═══ Source material ═══

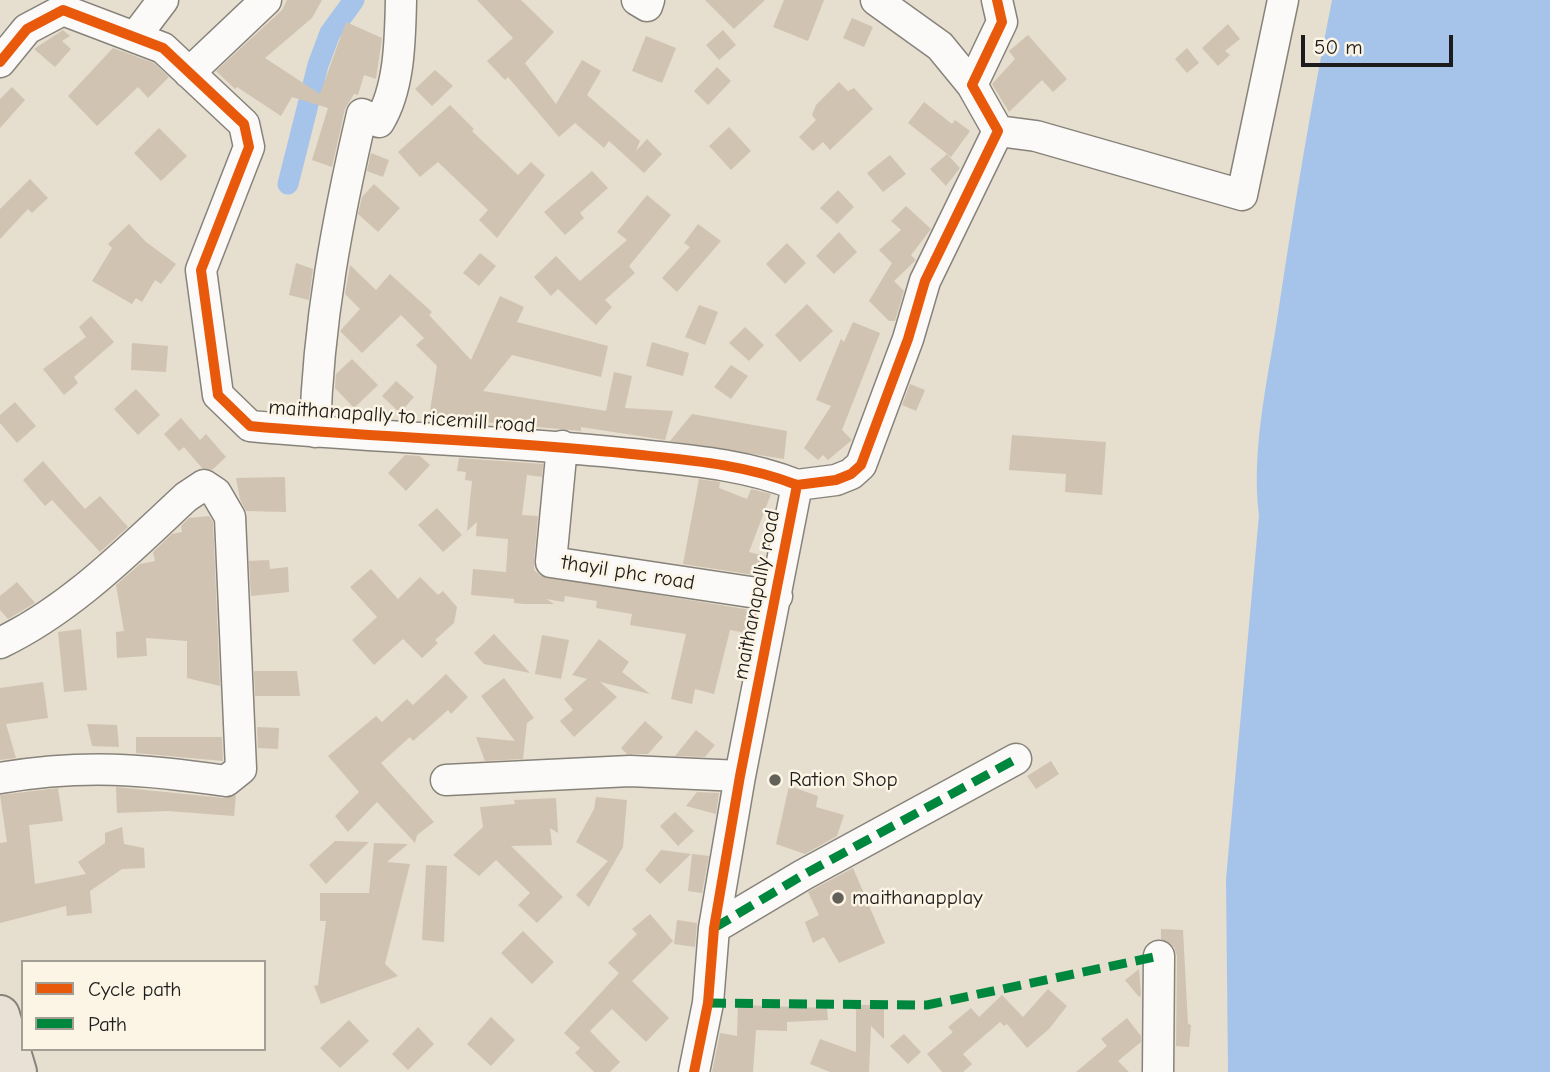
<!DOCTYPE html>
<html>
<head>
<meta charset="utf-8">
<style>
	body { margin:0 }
	#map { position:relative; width:1550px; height:1072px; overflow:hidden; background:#e6dece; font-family:"Comic Neue",sans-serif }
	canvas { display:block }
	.legend { position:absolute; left:21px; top:960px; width:245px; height:91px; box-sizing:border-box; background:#fcf5e5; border:2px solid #a29e95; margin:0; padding:9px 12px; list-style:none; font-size:21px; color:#1c1c1c }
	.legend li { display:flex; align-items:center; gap:14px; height:35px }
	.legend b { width:35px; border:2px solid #a29e95 }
	.scale { position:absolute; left:1301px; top:35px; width:152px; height:32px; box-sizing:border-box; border:4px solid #1c1c1c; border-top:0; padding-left:9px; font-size:21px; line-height:24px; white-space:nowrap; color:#1c1c1c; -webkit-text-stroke:5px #fcf5e5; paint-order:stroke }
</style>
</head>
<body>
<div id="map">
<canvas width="1550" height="1072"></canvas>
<ul class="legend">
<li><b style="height:9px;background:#e8590c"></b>Cycle path</li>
<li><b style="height:9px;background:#00873e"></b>Path</li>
</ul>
<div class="scale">50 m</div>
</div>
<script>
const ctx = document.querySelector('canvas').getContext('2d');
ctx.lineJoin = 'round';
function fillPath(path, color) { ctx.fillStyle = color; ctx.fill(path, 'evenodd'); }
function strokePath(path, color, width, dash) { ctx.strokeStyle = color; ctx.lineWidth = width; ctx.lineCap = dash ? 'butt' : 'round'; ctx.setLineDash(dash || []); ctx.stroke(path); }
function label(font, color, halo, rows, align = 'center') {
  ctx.font = font + ' "Comic Neue",sans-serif'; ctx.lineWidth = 5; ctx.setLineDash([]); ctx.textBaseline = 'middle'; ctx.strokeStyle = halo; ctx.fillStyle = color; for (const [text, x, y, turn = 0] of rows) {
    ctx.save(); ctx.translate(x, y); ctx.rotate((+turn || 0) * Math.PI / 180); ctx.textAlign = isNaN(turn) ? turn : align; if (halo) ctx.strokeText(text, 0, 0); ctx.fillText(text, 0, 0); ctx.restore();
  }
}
fillPath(new Path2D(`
	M1332 0H1550V1072H1228L1226 879 1259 515C1251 452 1267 383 1277 320 1293 213 1311 106 1332 0Z`), '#a6c4e9');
strokePath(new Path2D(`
	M288 184 318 65 330 33 354 0`), '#a6c4e9', 21);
fillPath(new Path2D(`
	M287 0H322L312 18 265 58 320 94 346 22 382 38 376 79 364 75 358 95 354 94 345 109 332 167 312 160 328 108 292 97 281 116 237 87 235 89 216 71 282 10Z
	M477 0H521L554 32 525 63 556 104 582 60 601 71 587 95 640 141 636 151 647 139 662 154 644 173 609 141 604 148 575 123 559 137 508 77 505 80 487 61 513 38Z
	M705 0H765L734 29Z
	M784 0H824L808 41 773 27Z
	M852 18 873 27 864 47 843 38Z
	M1228 24 1240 39 1225 51 1230 55 1218 66 1202 48Z
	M63 30 70 36 62 41 71 49 55 67 34 49Z
	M723 30 736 45 719 60 706 45Z
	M1028 35 1067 79 1053 92 1042 80 1009 112 992 84 1015 59 1009 51Z
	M646 36 676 48 662 83 632 71Z
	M113 48 154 63 169 77 148 98 138 87 97 126 68 96Z
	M1187 48 1199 63 1187 73 1175 59Z
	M717 67 731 81 708 105 694 91Z
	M435 70 453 86 432 106 415 89Z
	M839 82 848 91 854 88 873 109 830 150 823 142 813 151 799 137 816 120 812 115 816 105Z
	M12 87 25 100 0 128V99Z
	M924 102 952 124 955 120 970 131 951 157 908 123Z
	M450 105 474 129 472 131 518 175 531 162 545 175 497 238 479 220 488 210 438 162 420 177 398 152Z
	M729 127 751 151 731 170 709 146Z
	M159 128 187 156 161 181 134 153Z
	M371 153 389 160 383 177 367 171Z
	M947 154 960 168 946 186 930 169Z
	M890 155 906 174 883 192 867 173Z
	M592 171 608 188 580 213 584 218 565 235 544 212Z
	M30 179 48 198 32 213 28 209 0 239V209Z
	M374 184 400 208 378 232 358 214 362 197Z
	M838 190 854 207 837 224 820 208Z
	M647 195 671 215 629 266 635 273 605 300 612 307 596 325 558 289 551 296 534 277 556 256 580 281 627 240 617 232Z
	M906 206 931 229 911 255 916 260 894 281 904 291 895 321H889L869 301 892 263 879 250 901 230 891 221Z
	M129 224 146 242 176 264 161 284 155 280 142 302 136 298 132 304 92 281 112 248 108 244Z
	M698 224 721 241 677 292 662 278 690 247 684 243Z
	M839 232 857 252 834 274 816 256Z
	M787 243 806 263 785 284 766 264Z
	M480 253 496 266 479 286 463 273Z
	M296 263 313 269 309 300 289 295Z
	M350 265 376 290 390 274 432 312 429 315 471 360 500 296 524 307 517 322 608 346 601 377 512 355 483 391 606 411 614 372 632 376 625 408 673 411 665 440 581 427V431L429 417 437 366 416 345 424 338 401 315 362 353 340 331 360 309 345 294Z
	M807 304 833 331 800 362 775 335Z
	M699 305 718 312 705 345 685 337Z
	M91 316 114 342 74 377 78 383 64 395 43 369 86 337 79 327Z
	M853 322 880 333 842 430 852 440 828 460 823 455 818 460 804 448 831 406 816 400 841 339 844 342Z
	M745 327 764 345 749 361 729 343Z
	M652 342 689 353 683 376 646 366Z
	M132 343 168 346 166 372 131 370Z
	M352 359 378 385 354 408 335 388 336 374Z
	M731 365 748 376 731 399 714 387Z
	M396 381 414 397 400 413 382 396Z
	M910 384 925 390 916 411 902 405Z
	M136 389 160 415 138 435 114 409Z
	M15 402 36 426 17 443 0 423V415Z
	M692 414 787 431 784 459 670 441Z
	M181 418 200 440 206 434 226 457 212 470 202 468 184 447 179 451 164 434Z
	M1012 435 1106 442 1102 495 1065 492 1066 474 1009 470Z
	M405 455 420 456 430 465 406 491 388 473Z
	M459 458 543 464 542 477 527 475 522 515 538 516 534 561V570L541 576 751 610 746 633 730 630 714 694 695 689 692 704 671 699 686 634 630 625 632 614 596 608 597 601 565 596 564 602 546 599 554 604H524L514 603V599L471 595 473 569 506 572 508 539 476 536 477 522 467 531 472 481 465 480 466 472 457 471Z
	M43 461 85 509 100 496 128 527 100 552 52 500 45 506 23 480Z
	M285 477 286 512 246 511 240 499 236 478Z
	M699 479 720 482 719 488 747 499 751 489 771 494 749 552 765 556 761 576 683 564Z
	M437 508 462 535 443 552 418 525Z
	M209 516 213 522 220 686 187 678V641L146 638 147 656 117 658 116 632 124 631 116 585 140 564 155 561 153 552 172 534 182 532 181 526 189 518Z
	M269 560 270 569 288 567 289 592 251 596 249 561Z
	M371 569 398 599 420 577 438 595 443 591 457 607 454 623 435 640 438 643 422 658 403 639 374 665 352 640 377 617 350 587Z
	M17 582 35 603 8 619 0 610V596Z
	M81 629 87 690 64 692 58 632Z
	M494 634 530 673 484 664 474 653Z
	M542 635 569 640 561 679 535 674Z
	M599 639 629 662 622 672 650 694 600 682 617 697 574 737 560 721 573 710 564 699 587 679 572 675Z
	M254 671H297L300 696H255Z
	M446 674 468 697 451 714 448 710 413 741 410 737 381 763 434 822 417 835 415 843 377 802 348 832 335 816 359 792 328 756 376 716 382 722 407 699 413 705Z
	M504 678 534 718 527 723 523 759 485 761 476 737 515 741 481 696Z
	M43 682 48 718 6 724 16 758 0 760V688Z
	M645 721 663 737 648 754H627L621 748Z
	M87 724 117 725 119 747 92 746Z
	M257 727 279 728 278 749 258 748Z
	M696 730 715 745 705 757 675 756Z
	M136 737H222L223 761 136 753Z
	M1051 761 1059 774 1036 789 1027 776Z
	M789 786 818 796 816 807 844 815 837 836 805 854 776 844Z
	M116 787 224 798 236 795 234 816 168 811 117 813Z
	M58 788 63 821 29 825 35 884 86 874 78 862 105 843V833L122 827 124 844 144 848 145 868 122 869 90 891 92 913 67 916 66 906 0 923V843L7 842 0 795Z
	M697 792 719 793 716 814 686 806Z
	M596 797 627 800 623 847 589 907 576 895 608 861 576 842 594 809Z
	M556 798 558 833 550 828 552 845 511 846 563 897 537 923 518 905 530 893 496 860 479 876 453 855 483 827 480 807 515 804 514 800Z
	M675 812 694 831 678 846 660 826Z
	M335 841 369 842 326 884 309 865Z
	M374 843 408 844 387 862 410 864 385 964 398 976 321 1004 314 986 318 985 326 921H320V893H369Z
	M661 850 691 854 660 884 645 870Z
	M692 854 709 856 702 893 688 891Z
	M426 865 447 866 444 942 422 940Z
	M853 868 885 943 839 963 824 937 813 943 805 922 819 915 808 892Z
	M650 914 673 941 632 981 669 1018 646 1042 612 1009 590 1031 620 1062 610 1072H594L575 1053 580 1048 564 1033 619 973 608 963 637 934 632 929Z
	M677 920 697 923 695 947 674 944Z
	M1161 929 1183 930 1188 1024 1191 1025 1189 1047 1176 1046 1177 956 1174 947 1161 939Z
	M523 931 554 962 532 984 501 953Z
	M1139 969 1141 995 1139 997 1125 980Z
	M1048 989 1067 1006 1049 1029 1027 1048 1007 1024 1004 1026 1000 1022 963 1054 972 1064 963 1072H942L927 1054 953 1032 948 1027 971 1008 979 1017 1002 995 1023 1017Z
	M738 1005 827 1008 828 1020 787 1022V1031L756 1030 753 1072H712L720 1033 737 1036Z
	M851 1005H884V1039L871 1026 869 1072H830L810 1064 820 1039 856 1052V1010Z
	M491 1017 515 1040 491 1066 467 1044Z
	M1127 1018 1141 1036V1042L1118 1061 1129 1072H1076L1107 1046 1101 1039Z
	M349 1020 369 1041 340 1068 320 1048Z
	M418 1027 434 1044 408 1070 392 1054Z
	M904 1034 921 1052 908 1064 890 1046Z`), '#d1c3b2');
const minor = new Path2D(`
	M637 0 647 6 649 0
	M876 0 940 46 972 85
	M135 37 163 0
	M0 62 27 29 63 10 163 48 244 124 249 147 201 270 218 395 250 426C377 438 505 440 631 454 687 460 744 464 797 485
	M189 73 266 0
	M998 131 1036 136 1242 195 1283 0
	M315 432C318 323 337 221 362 114L379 122C400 88 400 39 401 0
	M562 446 551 562 777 596
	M0 643C71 609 129 550 186 497L204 485 216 493 230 517 241 769 226 781C144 769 83 764 0 778
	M446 780 630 771 740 776
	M714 928 803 875 1016 759
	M694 1072 708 1003 714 928 740 776 797 485 836 480 851 474 861 465 908 339 925 281 998 131 972 85 1002 22 997 0
	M1158 1072 1159 956`);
const major = new Path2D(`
	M0 1015 17 1072`);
strokePath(minor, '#87837b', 33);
strokePath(major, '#87837b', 42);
strokePath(minor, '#fbfaf8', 30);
strokePath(major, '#eae1d6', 38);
strokePath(new Path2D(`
	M714 928 803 875 1016 759
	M708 1003 927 1005 1159 956`), '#00873e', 9, [18, 9]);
strokePath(new Path2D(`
	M0 62 27 29 63 10 163 48 244 124 249 147 201 270 218 395 250 426C377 438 505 440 631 454 687 460 744 464 797 485
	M694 1072 708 1003 714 928 740 776 797 485 836 480 851 474 861 465 908 339 925 281 998 131 972 85 1002 22 997 0`), '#e8590c', 10);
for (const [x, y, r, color] of [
	[775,780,7,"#63605a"],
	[838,898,7,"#63605a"]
]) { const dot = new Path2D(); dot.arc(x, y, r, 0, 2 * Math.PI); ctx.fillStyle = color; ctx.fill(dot); strokePath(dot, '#fcf5e5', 2.5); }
label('21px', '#1c1c1c', '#fcf5e5', [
	["maithanapally to ricemill road",402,417,4],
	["thayil phc road",628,573,9],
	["maithanapally road",757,595,-79]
]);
label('21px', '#1c1c1c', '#fcf5e5', [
	["Ration Shop",789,780],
	["maithanapplay",852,898]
], 'left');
</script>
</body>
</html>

═══

What you should do: In the material above, find the line containing "function strokePath(path, color, width, dash)" and the line containing "ctx.font = font", then write out exactly those two lines and every line between them, and nothing more.

Result for this exercise:
function strokePath(path, color, width, dash) { ctx.strokeStyle = color; ctx.lineWidth = width; ctx.lineCap = dash ? 'butt' : 'round'; ctx.setLineDash(dash || []); ctx.stroke(path); }
function label(font, color, halo, rows, align = 'center') {
  ctx.font = font + ' "Comic Neue",sans-serif'; ctx.lineWidth = 5; ctx.setLineDash([]); ctx.textBaseline = 'middle'; ctx.strokeStyle = halo; ctx.fillStyle = color; for (const [text, x, y, turn = 0] of rows) {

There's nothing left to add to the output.